Out Of Bound Reads From Shared Memory


I wonder if there is any guarantees that the kernel execution will not be terminated if some of the threads in the block will read past the end of shared memory of that block ?
I wouldn’t like to add instructions to prevent that since the result of those “bad” threads is going to be discarded anyway.


But isn’t that against the Ten Commandments of C programming !

“5 Thou shalt check the array bounds of all strings (indeed, all arrays)”

Also what if in future you add or rearrange the order of shared declarations, if you havn’t bounds checked then you may end up reading/writing data belonging to a different array

Yeah, and check all input pointers against NULL even if I’m sure they will never be NULL…

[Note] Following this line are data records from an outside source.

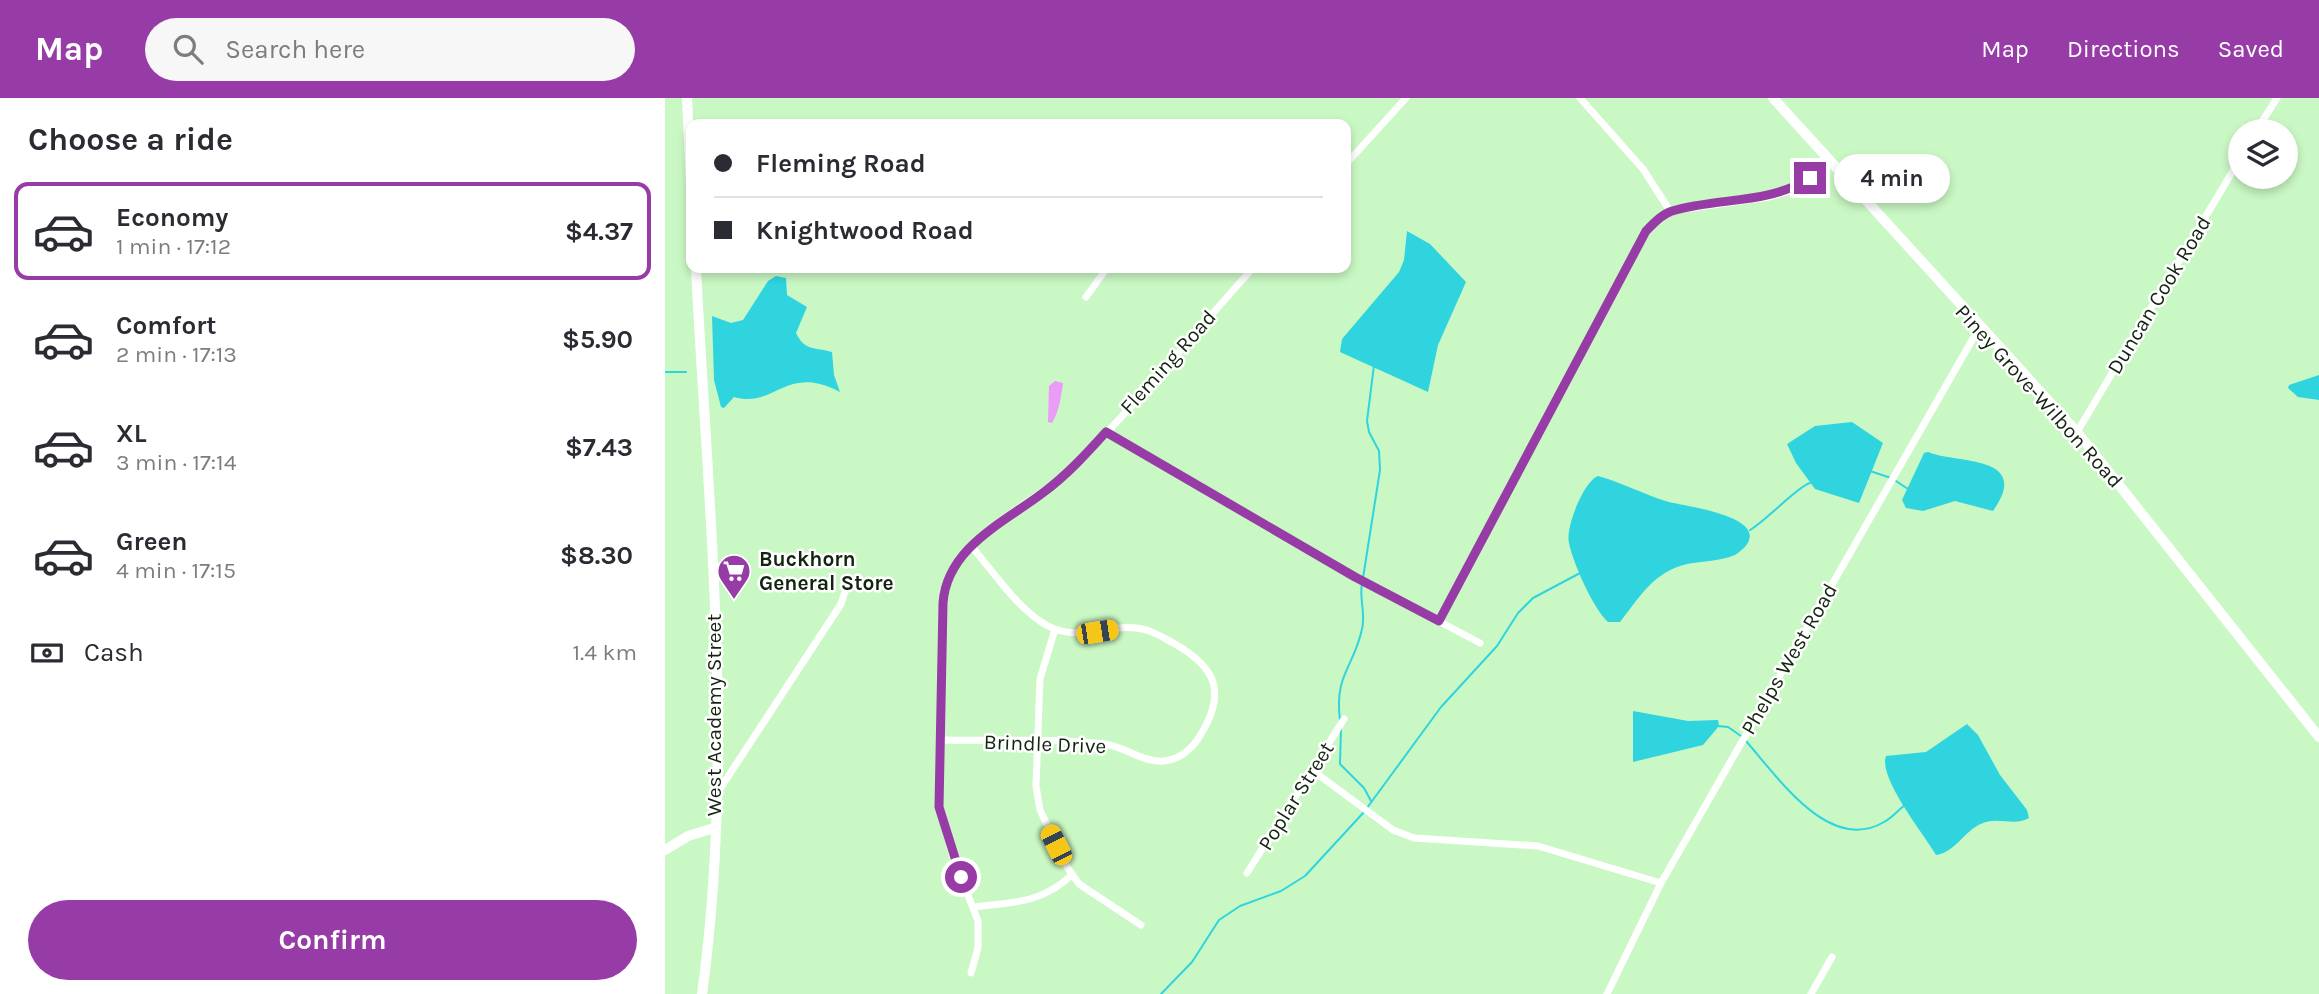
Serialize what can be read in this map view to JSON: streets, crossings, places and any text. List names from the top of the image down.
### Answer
{
  "streets": {
    "street": [
      "Duncan Cook Road",
      "Fleming Road",
      "Piney Grove-Wilbon Road",
      "Phelps West Road",
      "West Academy Street",
      "Brindle Drive",
      "Poplar Street"
    ]
  },
  "crossings": [
    ["Duncan Cook Road", "Piney Grove-Wilbon Road"],
    ["Fleming Road", "Brindle Drive"],
    ["Piney Grove-Wilbon Road", "Phelps West Road"]
  ],
  "places": {
    "supermarket": ["Buckhorn General Store"]
  },
  "page": {
    "header": "Map",
    "search": "Search here",
    "nav": ["Map", "Directions", "Saved"],
    "heading": "Choose a ride",
    "banner": ["Fleming Road", "Knightwood Road"],
    "bubble": "4 min",
    "list": [
      {
        "name": "Economy",
        "note": "1 min · 17:12",
        "value": "$4.37"
      },
      {
        "name": "Comfort",
        "note": "2 min · 17:13",
        "value": "$5.90"
      },
      {
        "name": "XL",
        "note": "3 min · 17:14",
        "value": "$7.43"
      },
      {
        "name": "Green",
        "note": "4 min · 17:15",
        "value": "$8.30"
      }
    ],
    "pay": ["Cash", "1.4 km"],
    "buttons": "Confirm"
  }
}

I never write, just read and discard the result.

Typical use case for me now is the reduce operation of the form:

for (int i = 1; i != dim; i *= 2)


  smem[threadIdx.x] = val;


  val += smem[threadIdx.x + i]; // <-- can read out of bounds.


if (threadIdx.x == 0) { *pOut = val; }

Here I can add a modulo division by block dim, or allocate twice more shared memory so that reads are ok. But why should I do that if hardware guarantees the kernel will continue execution.

On Fermi your kernel goes bust.

Oh dear…

Same rules apply to other memory types , for example, the constant memory ? From dx11 specs out of bounds reads from constant data return 0 always, is it the case with cuda ?